Testing the Azure Credential in the SL1 Classic User Interface

The Microsoft: Azure PowerPack includes a Credential Test for Microsoft Azure. Credential Tests define a series of steps that SL1 can execute on demand to validate whether a credential works as expected.

The "Azure Credential Test - ARM" can be used to test a SOAP/XML credential for monitoring Azure using the Dynamic Applications in the Microsoft: Azure PowerPack. The "Azure Credential Test - ARM" performs the following steps:

  • Test Port Availability. Performs an NMAP request to test the availability of the Azure endpoint HTTPS port.
  • Test Name Resolution. Performs an nslookup request on the Azure endpoint.
  • Make connection to Azure account. Attempts to connect to the Azure service using the account specified in the credential.
  • Validate Azure Microsoft Graph Permission. Verifies that the Azure Active Directory application has Microsoft Graph API permissions.
  • Validate Azure subscription assignments. Verifies that the Azure Active Directory application is assigned to the subscription.

To test the Azure credential:

  1. Go to the Credential Test Management page (System > Customize > Credential Tests).

  1. Locate the Azure Credential Test - ARM and click its lightning bolt icon (). The Credential Tester modal page appears:

  1. Supply values in the following fields:
  • Test Type. This field is pre-populated with the credential test you selected.

  • Credential. Select the credential to test. This drop-down list includes only credentials that you have access to that can be tested using the selected credential test.
  • Hostname/IP. Leave this field blank.
  • Collector. Select the All-In-One Appliance or Data Collector that will run the test.

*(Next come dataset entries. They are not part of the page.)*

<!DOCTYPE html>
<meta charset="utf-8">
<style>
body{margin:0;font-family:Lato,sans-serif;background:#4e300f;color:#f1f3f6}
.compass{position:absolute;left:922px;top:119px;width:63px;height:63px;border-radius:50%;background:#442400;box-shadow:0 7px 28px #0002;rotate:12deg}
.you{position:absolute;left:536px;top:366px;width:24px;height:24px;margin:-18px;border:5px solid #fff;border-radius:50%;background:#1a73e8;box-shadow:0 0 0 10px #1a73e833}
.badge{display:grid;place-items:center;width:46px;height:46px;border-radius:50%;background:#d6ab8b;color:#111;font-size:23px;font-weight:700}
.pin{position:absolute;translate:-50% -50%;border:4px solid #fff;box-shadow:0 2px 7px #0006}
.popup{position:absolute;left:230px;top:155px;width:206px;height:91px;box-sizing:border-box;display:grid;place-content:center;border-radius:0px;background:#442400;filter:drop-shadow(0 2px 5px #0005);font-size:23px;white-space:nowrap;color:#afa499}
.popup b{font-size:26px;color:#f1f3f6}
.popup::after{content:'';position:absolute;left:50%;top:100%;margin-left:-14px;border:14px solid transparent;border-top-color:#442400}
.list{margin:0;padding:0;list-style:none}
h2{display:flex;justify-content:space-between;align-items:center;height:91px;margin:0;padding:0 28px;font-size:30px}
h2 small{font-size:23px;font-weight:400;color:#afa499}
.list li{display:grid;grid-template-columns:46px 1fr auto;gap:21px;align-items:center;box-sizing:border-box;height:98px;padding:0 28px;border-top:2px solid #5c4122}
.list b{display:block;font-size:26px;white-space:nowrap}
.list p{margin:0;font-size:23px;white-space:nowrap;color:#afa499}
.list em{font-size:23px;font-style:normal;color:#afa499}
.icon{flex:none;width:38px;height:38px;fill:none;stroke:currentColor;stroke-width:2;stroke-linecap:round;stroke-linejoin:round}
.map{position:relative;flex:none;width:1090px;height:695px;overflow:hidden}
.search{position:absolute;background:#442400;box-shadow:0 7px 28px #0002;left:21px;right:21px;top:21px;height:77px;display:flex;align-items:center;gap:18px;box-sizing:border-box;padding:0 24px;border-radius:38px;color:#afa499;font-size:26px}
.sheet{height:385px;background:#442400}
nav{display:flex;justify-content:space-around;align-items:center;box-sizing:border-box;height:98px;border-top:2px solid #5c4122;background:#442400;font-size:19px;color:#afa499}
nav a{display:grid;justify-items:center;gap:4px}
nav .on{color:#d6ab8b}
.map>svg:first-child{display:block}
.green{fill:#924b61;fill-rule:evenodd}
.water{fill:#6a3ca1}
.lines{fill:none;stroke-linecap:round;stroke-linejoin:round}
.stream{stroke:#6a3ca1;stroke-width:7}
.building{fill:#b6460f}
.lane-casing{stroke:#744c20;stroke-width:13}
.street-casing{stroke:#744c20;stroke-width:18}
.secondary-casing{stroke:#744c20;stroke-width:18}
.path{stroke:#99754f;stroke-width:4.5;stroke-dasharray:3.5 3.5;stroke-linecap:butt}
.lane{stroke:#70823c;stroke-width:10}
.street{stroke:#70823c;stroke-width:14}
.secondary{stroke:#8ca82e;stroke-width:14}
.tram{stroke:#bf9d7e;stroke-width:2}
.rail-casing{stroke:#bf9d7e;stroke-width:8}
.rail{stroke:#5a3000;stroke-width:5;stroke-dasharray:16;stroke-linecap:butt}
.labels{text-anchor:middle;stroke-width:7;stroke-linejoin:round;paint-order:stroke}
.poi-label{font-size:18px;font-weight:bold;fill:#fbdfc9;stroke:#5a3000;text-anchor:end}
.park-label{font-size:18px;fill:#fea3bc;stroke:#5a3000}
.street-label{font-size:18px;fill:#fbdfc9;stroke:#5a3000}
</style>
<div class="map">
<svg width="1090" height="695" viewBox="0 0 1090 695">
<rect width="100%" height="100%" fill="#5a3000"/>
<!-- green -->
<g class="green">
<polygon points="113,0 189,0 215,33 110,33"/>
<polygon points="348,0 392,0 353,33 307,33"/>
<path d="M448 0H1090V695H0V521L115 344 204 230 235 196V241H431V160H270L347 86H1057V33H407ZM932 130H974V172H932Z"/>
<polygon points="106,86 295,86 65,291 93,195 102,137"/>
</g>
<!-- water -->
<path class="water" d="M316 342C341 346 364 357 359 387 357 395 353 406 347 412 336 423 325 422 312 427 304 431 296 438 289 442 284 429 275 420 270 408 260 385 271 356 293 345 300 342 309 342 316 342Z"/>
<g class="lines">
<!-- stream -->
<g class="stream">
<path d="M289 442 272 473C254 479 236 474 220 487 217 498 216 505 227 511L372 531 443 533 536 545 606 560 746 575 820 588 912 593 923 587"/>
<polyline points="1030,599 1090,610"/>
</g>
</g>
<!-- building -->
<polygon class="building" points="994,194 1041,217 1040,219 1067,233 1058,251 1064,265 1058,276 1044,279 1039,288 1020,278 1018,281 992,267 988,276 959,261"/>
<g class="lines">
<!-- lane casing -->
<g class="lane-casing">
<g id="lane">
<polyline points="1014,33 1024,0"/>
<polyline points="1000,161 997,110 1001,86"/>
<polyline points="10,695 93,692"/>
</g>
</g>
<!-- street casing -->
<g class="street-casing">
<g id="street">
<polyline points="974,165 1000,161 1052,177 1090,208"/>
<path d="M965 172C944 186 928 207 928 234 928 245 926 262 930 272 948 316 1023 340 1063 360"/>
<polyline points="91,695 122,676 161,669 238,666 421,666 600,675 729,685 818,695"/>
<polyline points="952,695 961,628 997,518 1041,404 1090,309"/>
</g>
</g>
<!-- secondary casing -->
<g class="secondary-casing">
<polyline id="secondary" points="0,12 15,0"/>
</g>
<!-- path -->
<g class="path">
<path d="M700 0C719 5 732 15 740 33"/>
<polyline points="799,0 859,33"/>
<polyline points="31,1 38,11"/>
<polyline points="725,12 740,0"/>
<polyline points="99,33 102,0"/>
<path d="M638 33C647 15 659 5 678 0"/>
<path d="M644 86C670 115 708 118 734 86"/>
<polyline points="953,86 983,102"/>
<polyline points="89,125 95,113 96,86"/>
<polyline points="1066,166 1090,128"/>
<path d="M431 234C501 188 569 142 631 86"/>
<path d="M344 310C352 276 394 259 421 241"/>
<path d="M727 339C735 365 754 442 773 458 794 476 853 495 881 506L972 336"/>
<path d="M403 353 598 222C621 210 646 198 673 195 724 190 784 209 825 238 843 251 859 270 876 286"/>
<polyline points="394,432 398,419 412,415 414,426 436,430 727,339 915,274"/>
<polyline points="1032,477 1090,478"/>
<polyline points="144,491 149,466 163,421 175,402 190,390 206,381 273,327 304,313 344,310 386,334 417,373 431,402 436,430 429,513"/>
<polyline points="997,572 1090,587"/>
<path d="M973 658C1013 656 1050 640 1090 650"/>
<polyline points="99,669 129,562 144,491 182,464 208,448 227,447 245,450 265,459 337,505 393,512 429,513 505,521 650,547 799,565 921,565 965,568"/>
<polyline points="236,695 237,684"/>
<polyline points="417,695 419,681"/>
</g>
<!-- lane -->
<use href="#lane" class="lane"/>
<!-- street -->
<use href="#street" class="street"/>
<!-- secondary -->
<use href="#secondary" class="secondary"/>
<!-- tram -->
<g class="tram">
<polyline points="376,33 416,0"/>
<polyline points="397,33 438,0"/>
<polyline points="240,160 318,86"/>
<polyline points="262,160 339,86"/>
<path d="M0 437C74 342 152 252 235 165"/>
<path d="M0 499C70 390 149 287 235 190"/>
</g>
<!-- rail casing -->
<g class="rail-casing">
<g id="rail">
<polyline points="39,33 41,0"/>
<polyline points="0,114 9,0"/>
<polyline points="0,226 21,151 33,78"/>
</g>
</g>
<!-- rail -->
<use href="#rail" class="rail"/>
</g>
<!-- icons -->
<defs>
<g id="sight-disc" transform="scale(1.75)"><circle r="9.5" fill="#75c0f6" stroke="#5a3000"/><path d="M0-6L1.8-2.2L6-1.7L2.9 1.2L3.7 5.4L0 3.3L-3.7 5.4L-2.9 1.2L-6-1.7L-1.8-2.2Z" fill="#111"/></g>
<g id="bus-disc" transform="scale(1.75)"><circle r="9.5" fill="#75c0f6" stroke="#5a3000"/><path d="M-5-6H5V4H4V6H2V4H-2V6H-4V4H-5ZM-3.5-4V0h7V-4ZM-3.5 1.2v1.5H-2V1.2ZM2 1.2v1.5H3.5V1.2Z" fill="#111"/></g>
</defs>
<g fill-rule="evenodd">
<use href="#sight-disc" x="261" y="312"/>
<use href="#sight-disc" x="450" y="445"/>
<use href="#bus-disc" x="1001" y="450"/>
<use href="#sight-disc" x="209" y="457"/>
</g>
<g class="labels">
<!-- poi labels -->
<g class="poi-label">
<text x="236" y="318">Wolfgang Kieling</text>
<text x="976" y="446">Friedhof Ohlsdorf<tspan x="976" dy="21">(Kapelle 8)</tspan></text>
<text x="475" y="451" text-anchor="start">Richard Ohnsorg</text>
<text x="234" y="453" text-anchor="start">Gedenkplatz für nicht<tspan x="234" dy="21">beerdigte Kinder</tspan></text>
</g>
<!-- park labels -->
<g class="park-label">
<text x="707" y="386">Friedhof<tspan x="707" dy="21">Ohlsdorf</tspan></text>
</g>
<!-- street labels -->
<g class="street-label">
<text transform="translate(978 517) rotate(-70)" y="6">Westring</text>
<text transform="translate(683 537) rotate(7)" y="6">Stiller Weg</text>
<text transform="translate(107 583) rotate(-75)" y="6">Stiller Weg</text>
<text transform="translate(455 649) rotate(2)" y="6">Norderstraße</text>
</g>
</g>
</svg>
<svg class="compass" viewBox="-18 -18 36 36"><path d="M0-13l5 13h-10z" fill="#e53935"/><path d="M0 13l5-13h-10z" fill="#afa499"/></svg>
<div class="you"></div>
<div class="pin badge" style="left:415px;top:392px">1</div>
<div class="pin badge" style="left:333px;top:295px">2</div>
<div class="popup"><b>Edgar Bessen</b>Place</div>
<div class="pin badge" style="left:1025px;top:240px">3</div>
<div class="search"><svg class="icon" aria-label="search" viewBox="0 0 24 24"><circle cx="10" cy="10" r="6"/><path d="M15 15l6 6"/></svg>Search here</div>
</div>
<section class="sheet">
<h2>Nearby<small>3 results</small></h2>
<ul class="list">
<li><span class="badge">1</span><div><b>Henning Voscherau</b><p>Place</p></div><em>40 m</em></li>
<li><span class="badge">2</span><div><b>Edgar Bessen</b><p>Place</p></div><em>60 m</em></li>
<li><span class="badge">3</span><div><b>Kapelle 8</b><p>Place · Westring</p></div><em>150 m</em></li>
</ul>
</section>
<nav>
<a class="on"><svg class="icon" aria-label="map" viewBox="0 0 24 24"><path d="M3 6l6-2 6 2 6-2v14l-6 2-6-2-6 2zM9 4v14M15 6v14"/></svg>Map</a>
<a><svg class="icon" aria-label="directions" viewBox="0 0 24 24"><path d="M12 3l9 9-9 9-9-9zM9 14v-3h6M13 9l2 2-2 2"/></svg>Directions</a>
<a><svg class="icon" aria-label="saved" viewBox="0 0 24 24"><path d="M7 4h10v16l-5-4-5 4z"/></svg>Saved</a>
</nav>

  1. Click the Run Test button. The Test Credential window appears, displaying a log entry for each step in the credential test. The steps performed are different for each credential test. The log entry for each step includes the following information:
  • Step. The name of the step.

  • Description. A description of the action performed during the step.
  • Log Message. The result of the step for this credential test.
  • Status. Whether the result of this step indicates the credential or the network environment is configured correctly (Passed) or incorrectly (Failed).
  • Step Tip. Mouse over the question mark icon () to display the tip text. The tip text recommends what to do to change the credential or the network environment if the step has a status of "Failed".